East London Textile Art

John Frederick Lewis: Facing Fame & The Octagon Project


We looked at the patterns of the textiles you see in the paintings and made them our own. I just like to sew. All the octagons we made are different and sewn by hand while we chat.

The Octagon Project participant from East London Textile Arts



East London Textile Arts (ELTA) is a participatory textiles project based in Newham, East London. They work with diverse groups of all abilities, on a long-term basis, providing learners with opportunities to develop a wide range of textiles-based knowledge and skills. During weekly textile classes and research visits, learners develop their skills and creativity through collaborative craftworks.

Sonia Tuttiett is the lead textile artist of East London Textile Arts, while Celia Ward leads on fabric, paper and book designs. The Art Workers' Guild have generously imparted their knowledge, design skills and specialist teaching.

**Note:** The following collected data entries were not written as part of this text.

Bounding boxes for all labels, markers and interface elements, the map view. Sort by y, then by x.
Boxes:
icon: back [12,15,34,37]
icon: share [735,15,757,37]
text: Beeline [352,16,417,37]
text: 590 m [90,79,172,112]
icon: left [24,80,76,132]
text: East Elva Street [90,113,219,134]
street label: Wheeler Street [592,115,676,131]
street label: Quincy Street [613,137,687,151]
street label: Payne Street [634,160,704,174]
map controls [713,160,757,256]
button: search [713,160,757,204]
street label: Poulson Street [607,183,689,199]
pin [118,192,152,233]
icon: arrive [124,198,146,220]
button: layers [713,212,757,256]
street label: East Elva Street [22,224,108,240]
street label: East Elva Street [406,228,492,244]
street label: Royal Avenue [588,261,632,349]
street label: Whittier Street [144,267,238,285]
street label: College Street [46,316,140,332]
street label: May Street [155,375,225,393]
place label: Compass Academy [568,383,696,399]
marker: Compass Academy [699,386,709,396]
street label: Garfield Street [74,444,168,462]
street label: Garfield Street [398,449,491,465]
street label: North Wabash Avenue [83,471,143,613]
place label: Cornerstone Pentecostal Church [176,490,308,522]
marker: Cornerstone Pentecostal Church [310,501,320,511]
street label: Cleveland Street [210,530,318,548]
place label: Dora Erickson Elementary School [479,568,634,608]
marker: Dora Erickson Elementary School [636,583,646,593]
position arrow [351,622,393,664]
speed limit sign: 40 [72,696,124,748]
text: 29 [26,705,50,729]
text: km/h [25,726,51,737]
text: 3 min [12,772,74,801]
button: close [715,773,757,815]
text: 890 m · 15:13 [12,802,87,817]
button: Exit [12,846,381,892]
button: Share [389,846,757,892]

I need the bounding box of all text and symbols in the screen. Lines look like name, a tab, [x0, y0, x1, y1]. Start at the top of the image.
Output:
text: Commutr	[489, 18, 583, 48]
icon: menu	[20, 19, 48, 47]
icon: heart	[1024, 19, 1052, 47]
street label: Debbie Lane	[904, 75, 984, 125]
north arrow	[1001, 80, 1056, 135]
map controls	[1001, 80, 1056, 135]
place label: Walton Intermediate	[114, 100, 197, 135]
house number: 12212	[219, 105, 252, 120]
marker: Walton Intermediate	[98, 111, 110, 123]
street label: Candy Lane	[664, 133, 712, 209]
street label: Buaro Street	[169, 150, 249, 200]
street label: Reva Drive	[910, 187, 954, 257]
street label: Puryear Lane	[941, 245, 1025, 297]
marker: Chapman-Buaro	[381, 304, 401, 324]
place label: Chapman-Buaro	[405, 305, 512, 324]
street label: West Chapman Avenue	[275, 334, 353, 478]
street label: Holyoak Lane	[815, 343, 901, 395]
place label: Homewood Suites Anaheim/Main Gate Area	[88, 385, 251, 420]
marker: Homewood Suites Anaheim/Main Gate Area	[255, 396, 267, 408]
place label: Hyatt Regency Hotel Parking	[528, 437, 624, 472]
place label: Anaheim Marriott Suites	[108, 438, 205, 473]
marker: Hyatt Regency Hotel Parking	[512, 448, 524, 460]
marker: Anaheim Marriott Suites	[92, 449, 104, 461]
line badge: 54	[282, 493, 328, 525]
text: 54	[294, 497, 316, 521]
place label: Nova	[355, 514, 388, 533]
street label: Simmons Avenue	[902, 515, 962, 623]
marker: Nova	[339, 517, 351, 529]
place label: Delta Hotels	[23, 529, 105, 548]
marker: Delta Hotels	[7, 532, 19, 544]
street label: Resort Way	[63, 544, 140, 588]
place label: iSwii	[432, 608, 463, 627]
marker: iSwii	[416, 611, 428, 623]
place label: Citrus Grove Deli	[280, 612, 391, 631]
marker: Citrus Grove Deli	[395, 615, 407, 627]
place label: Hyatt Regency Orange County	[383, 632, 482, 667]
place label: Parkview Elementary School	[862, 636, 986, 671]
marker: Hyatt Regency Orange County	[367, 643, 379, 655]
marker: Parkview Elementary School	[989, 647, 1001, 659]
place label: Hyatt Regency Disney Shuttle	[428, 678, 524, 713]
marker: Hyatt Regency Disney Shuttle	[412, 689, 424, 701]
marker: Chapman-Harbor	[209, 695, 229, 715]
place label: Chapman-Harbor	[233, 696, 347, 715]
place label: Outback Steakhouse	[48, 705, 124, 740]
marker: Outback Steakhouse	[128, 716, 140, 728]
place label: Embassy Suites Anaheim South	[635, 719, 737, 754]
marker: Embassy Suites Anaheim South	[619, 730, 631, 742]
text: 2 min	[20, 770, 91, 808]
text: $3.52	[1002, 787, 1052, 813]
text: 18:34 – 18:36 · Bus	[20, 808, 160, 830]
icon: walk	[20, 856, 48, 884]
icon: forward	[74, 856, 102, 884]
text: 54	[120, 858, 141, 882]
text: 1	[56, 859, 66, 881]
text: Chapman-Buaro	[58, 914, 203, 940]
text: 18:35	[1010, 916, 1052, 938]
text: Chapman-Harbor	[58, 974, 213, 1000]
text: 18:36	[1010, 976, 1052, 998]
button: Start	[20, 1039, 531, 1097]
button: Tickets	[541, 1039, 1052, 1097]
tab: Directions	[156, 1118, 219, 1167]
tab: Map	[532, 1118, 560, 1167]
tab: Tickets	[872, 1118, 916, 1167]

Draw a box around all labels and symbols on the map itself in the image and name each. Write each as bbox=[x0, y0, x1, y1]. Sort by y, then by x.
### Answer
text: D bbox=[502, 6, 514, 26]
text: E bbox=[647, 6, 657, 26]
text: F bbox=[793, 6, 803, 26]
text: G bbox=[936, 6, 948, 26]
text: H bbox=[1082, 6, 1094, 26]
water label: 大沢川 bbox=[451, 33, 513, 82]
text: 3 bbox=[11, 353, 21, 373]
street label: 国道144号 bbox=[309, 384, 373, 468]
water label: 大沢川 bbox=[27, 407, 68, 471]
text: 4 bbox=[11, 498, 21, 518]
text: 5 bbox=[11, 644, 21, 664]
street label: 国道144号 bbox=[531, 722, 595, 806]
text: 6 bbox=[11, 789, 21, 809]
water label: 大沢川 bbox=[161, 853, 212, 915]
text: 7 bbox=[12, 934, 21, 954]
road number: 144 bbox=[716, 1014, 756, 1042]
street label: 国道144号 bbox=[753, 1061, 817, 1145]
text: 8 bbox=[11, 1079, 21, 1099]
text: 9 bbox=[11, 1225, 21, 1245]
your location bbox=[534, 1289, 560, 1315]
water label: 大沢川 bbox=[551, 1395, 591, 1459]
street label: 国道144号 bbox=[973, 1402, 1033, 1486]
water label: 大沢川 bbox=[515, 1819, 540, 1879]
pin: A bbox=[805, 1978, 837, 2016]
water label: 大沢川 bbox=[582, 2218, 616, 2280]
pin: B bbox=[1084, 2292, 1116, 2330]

Over 150 years after Mary Watts taught clay modelling classes for shoe-shine boys in Whitechapel, Watts Gallery Trust continues to develop creative learning partnerships with community groups in London's East End.

The Octagon Project

A partnership between Watts Gallery Trust, The Art Workers' Guild and East London Textile Arts, this project involved over seventy people, including forty participants from East London Textile Arts, who hand embroidered over two hundred octagon designs. These were then stitched together to form gowns inspired by the John Frederick Lewis: Facing Fame exhibition (9 July – 3 November 2019) at Watts Gallery – Artists' Village. A collection of patterned papers, textiles, clothes and hand bound booklets were also made based on the octagon pattern. In 2019, the Octagon Project was displayed at Watts Gallery – Artists' Village, the Art Workers' Guild,London and then at Little Ilford Baptist Church, where much of the work was made.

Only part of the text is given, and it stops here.